• WHAT TO PRODUCE: Copy out each line of the data that holds the word "Piccadilly".

[Records from a collection]
○ ○ ○

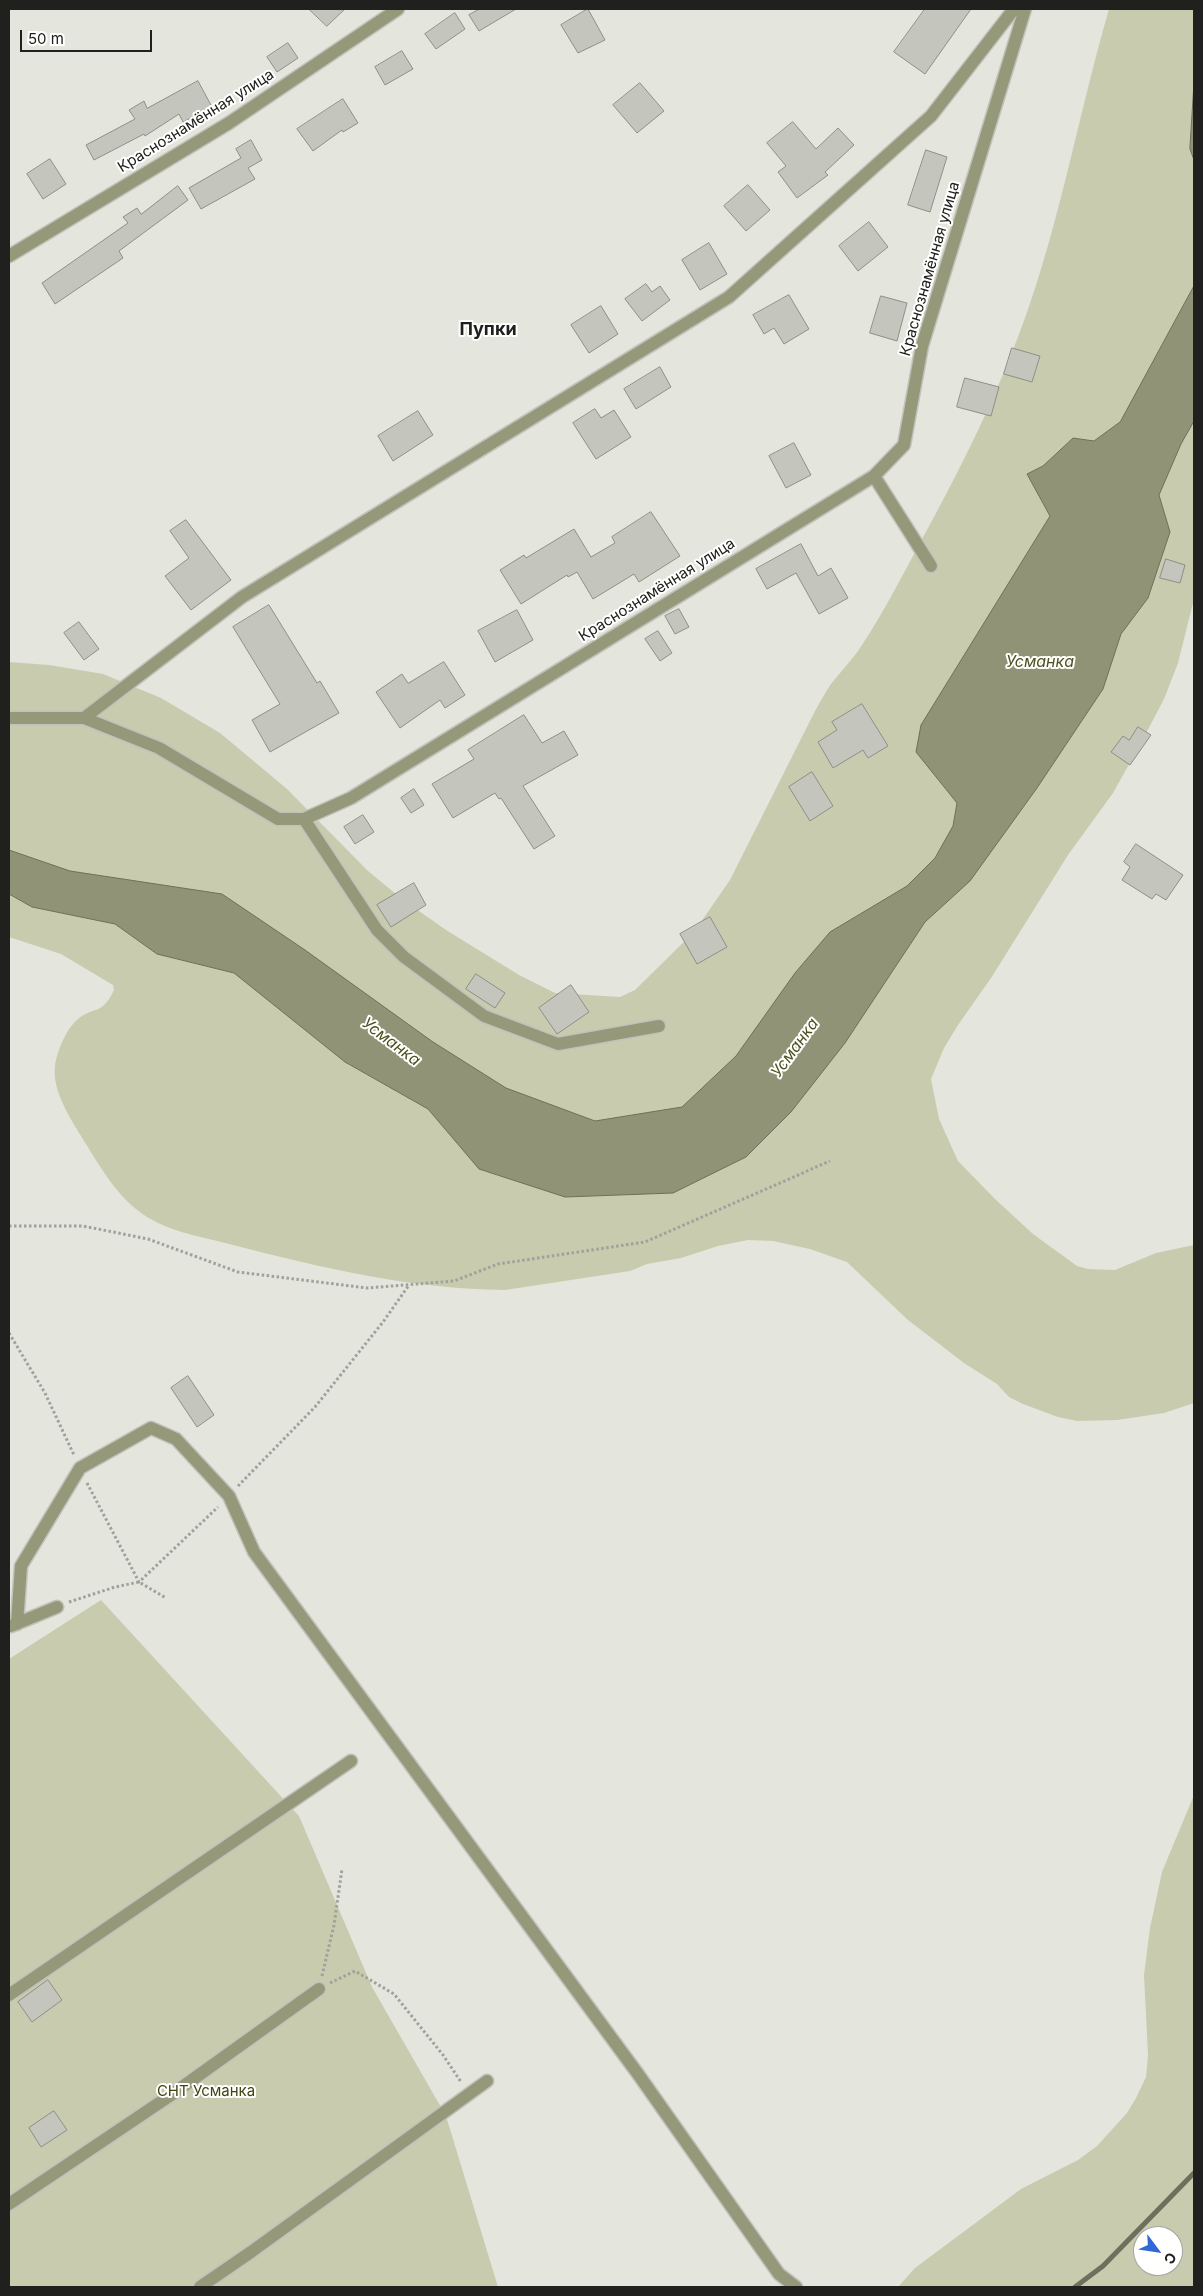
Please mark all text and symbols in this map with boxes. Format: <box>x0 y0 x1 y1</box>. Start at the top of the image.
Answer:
scale bar <box>22 20 155 52</box>
text: 50 m <box>28 29 64 48</box>
street label: Краснознамённая улица <box>115 66 277 176</box>
street label: Краснознамённая улица <box>896 180 964 358</box>
district label: Пупки <box>459 319 517 341</box>
street label: Краснознамённая улица <box>576 535 738 645</box>
water label: Усманка <box>1006 652 1074 672</box>
water label: Усманка <box>358 1014 424 1070</box>
water label: Усманка <box>767 1015 823 1081</box>
park label: СНТ Усманка <box>157 2082 255 2100</box>
north arrow <box>1133 2226 1183 2276</box>
text: С <box>1160 2250 1180 2267</box>

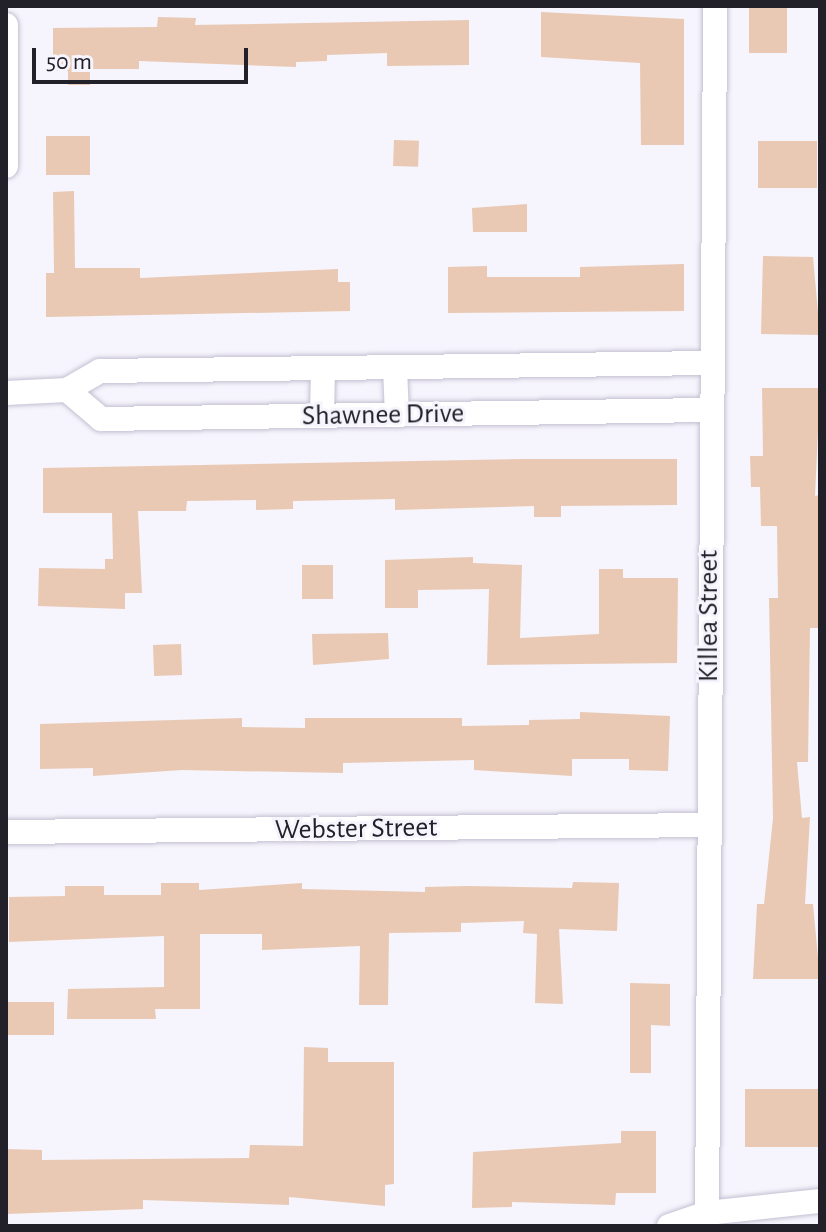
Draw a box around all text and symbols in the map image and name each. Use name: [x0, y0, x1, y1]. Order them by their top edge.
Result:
scale bar: [36, 32, 252, 82]
text: 50 m: [46, 50, 92, 74]
street label: Shawnee Drive: [302, 397, 464, 433]
street label: Killea Street: [692, 550, 726, 682]
street label: Webster Street: [274, 811, 438, 847]

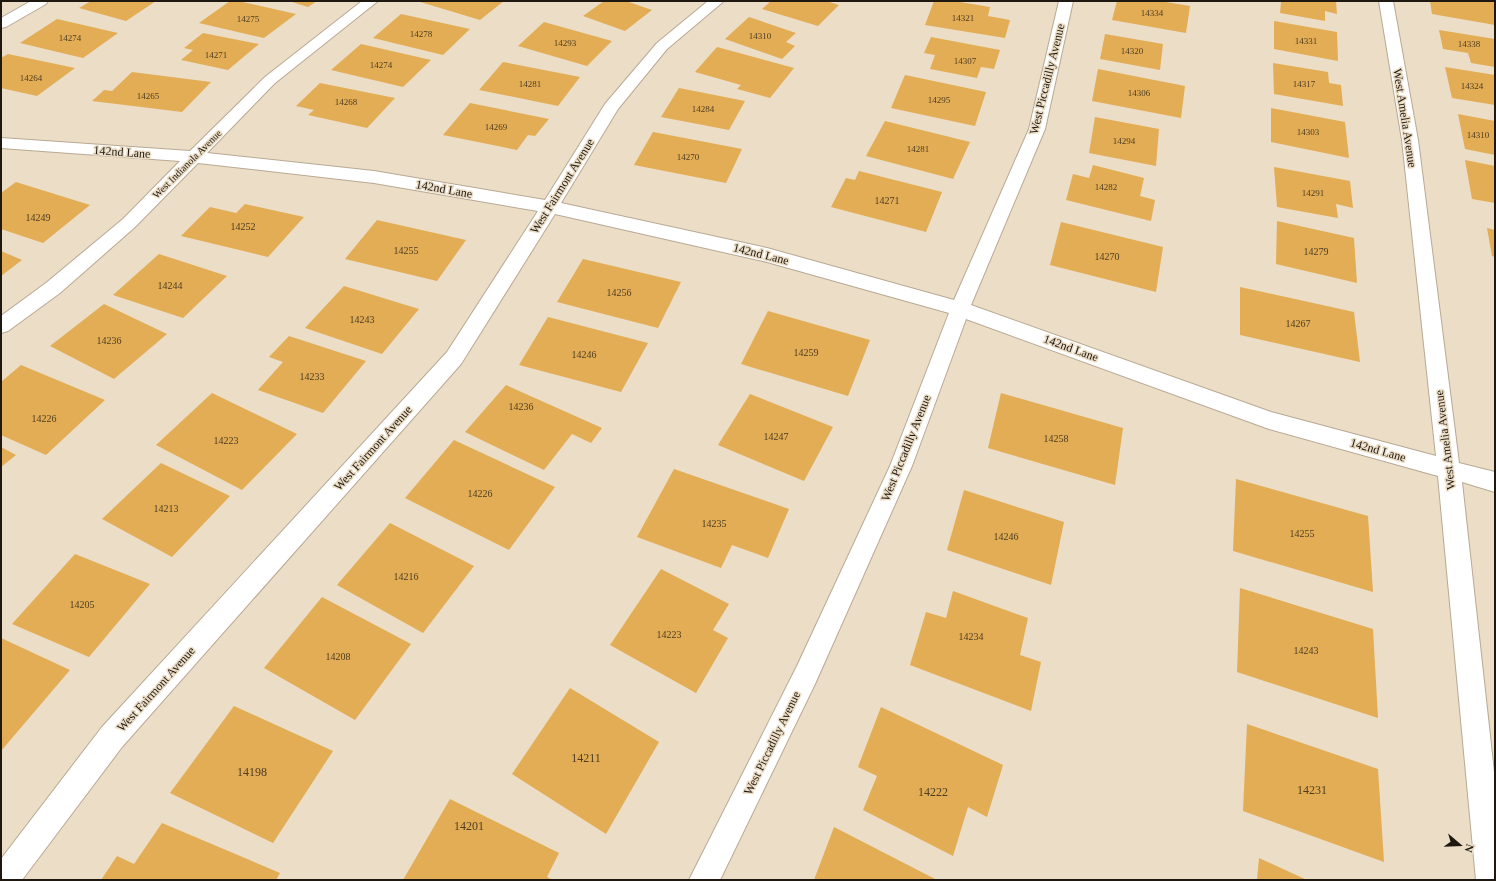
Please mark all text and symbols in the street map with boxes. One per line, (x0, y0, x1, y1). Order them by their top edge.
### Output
house number: 14334 (1141, 8, 1164, 18)
house number: 14321 (952, 13, 974, 23)
house number: 14275 (237, 14, 260, 24)
street label: West Piccadilly Avenue (1026, 22, 1068, 136)
house number: 14278 (410, 29, 433, 39)
house number: 14310 (749, 31, 772, 41)
house number: 14274 (59, 33, 82, 43)
house number: 14331 (1295, 36, 1317, 46)
house number: 14293 (554, 38, 577, 48)
house number: 14338 (1458, 39, 1481, 49)
house number: 14320 (1121, 46, 1144, 56)
house number: 14271 (205, 50, 227, 60)
house number: 14307 (954, 56, 977, 66)
house number: 14274 (370, 60, 393, 70)
street label: West Amelia Avenue (1390, 67, 1420, 169)
house number: 14264 (20, 73, 43, 83)
house number: 14281 (519, 79, 541, 89)
house number: 14317 (1293, 79, 1316, 89)
house number: 14324 (1461, 81, 1484, 91)
house number: 14306 (1128, 88, 1151, 98)
house number: 14265 (137, 91, 160, 101)
house number: 14295 (928, 95, 951, 105)
house number: 14268 (335, 97, 358, 107)
house number: 14284 (692, 104, 715, 114)
house number: 14269 (485, 122, 508, 132)
street label: West Indianola Avenue (150, 127, 224, 201)
house number: 14303 (1297, 127, 1320, 137)
house number: 14310 (1467, 130, 1490, 140)
street label: West Fairmont Avenue (527, 136, 597, 236)
house number: 14294 (1113, 136, 1136, 146)
street label: 142nd Lane (93, 143, 151, 161)
house number: 14281 (907, 144, 929, 154)
house number: 14270 (677, 152, 700, 162)
street label: 142nd Lane (415, 177, 473, 201)
house number: 14282 (1095, 182, 1117, 192)
house number: 14291 (1302, 188, 1324, 198)
house number: 14271 (875, 195, 900, 206)
house number: 14249 (26, 212, 51, 223)
house number: 14252 (231, 221, 256, 232)
street label: 142nd Lane (732, 240, 790, 268)
house number: 14255 (394, 245, 419, 256)
house number: 14279 (1304, 246, 1329, 257)
house number: 14270 (1095, 251, 1120, 262)
house number: 14244 (158, 280, 183, 291)
house number: 14256 (607, 287, 632, 298)
house number: 14243 (350, 314, 375, 325)
house number: 14267 (1286, 318, 1311, 329)
street label: 142nd Lane (1042, 332, 1100, 364)
house number: 14236 (97, 335, 122, 346)
house number: 14259 (794, 347, 819, 358)
house number: 14246 (572, 349, 597, 360)
house number: 14233 (300, 371, 325, 382)
street label: West Amelia Avenue (1432, 389, 1458, 491)
street label: West Piccadilly Avenue (878, 393, 934, 503)
house number: 14236 (509, 401, 534, 412)
street label: West Fairmont Avenue (331, 403, 415, 493)
house number: 14226 (32, 413, 57, 424)
house number: 14247 (764, 431, 789, 442)
house number: 14258 (1044, 433, 1069, 444)
house number: 14223 (214, 435, 239, 446)
street label: 142nd Lane (1349, 435, 1407, 465)
house number: 14226 (468, 488, 493, 499)
house number: 14213 (154, 503, 179, 514)
house number: 14235 (702, 518, 727, 529)
house number: 14255 (1290, 528, 1315, 539)
house number: 14246 (994, 531, 1019, 542)
house number: 14216 (394, 571, 419, 582)
house number: 14205 (70, 599, 95, 610)
house number: 14223 (657, 629, 682, 640)
house number: 14234 (959, 631, 984, 642)
street label: West Fairmont Avenue (114, 644, 198, 734)
house number: 14243 (1294, 645, 1319, 656)
house number: 14208 (326, 651, 351, 662)
street label: West Piccadilly Avenue (741, 689, 803, 797)
house number: 14211 (571, 751, 601, 765)
house number: 14198 (237, 765, 267, 779)
house number: 14231 (1297, 783, 1327, 797)
house number: 14222 (918, 785, 948, 799)
house number: 14201 (454, 819, 484, 833)
north arrow (1440, 825, 1480, 865)
text: N (1462, 843, 1476, 854)

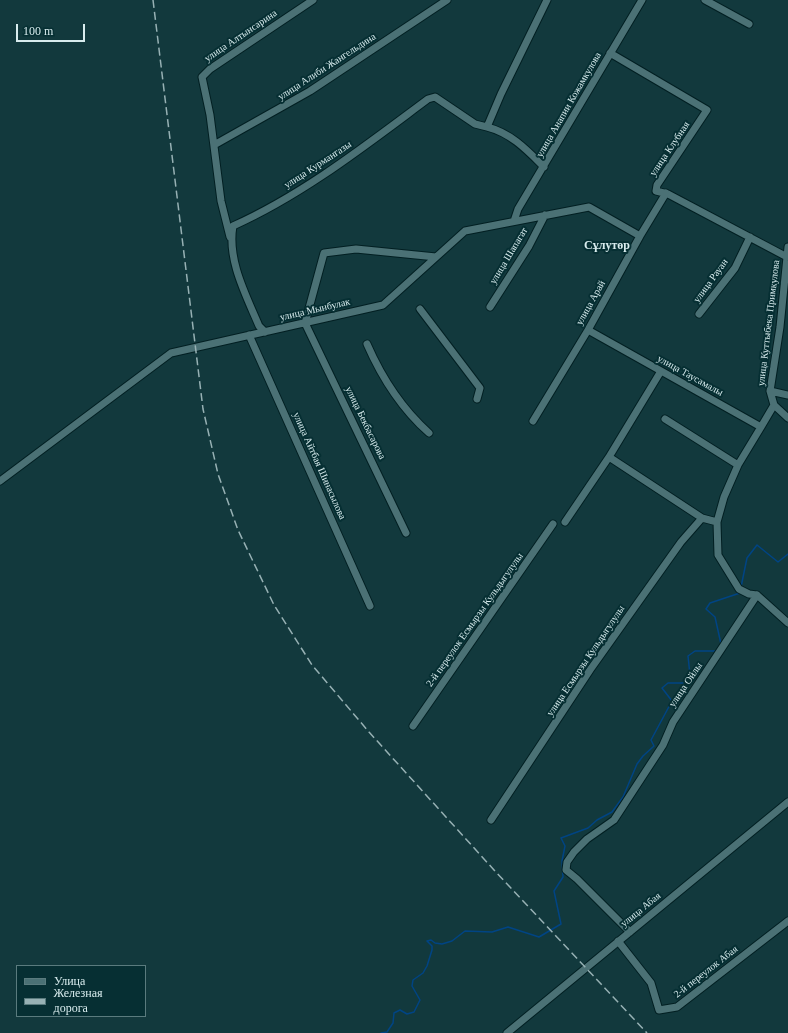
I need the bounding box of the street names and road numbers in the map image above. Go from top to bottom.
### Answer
street label: улица Алтынсарина [202,7,280,65]
street label: улица Алиби Жангельдина [276,31,378,103]
street label: улица Анапии Кожамкулова [534,50,604,160]
street label: улица Клубная [647,119,693,179]
street label: улица Курмангазы [282,139,354,191]
street label: улица Шапагат [487,225,531,287]
street label: улица Рауан [691,257,731,305]
street label: улица Куттыбека Примкулова [755,259,783,387]
street label: улица Арай [574,279,608,327]
street label: улица Мынбулак [279,296,351,324]
street label: улица Таусамалы [655,353,725,399]
street label: улица Бекбасарова [342,385,388,461]
street label: улица Айтбая Шинасылова [290,410,348,522]
street label: 2-й переулок Есмырзы Кульдыгулулы [424,551,526,689]
street label: улица Есмырзы Кульдыгулулы [544,603,628,719]
street label: улица Ойлы [667,660,705,710]
street label: улица Абая [619,890,663,930]
street label: 2-й переулок Абая [672,943,740,1001]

○ ○ ○

• EXERCISE OUTPUT:
street label: West Piccadilly Avenue (1026, 22, 1068, 136)
street label: West Piccadilly Avenue (878, 393, 934, 503)
street label: West Piccadilly Avenue (741, 689, 803, 797)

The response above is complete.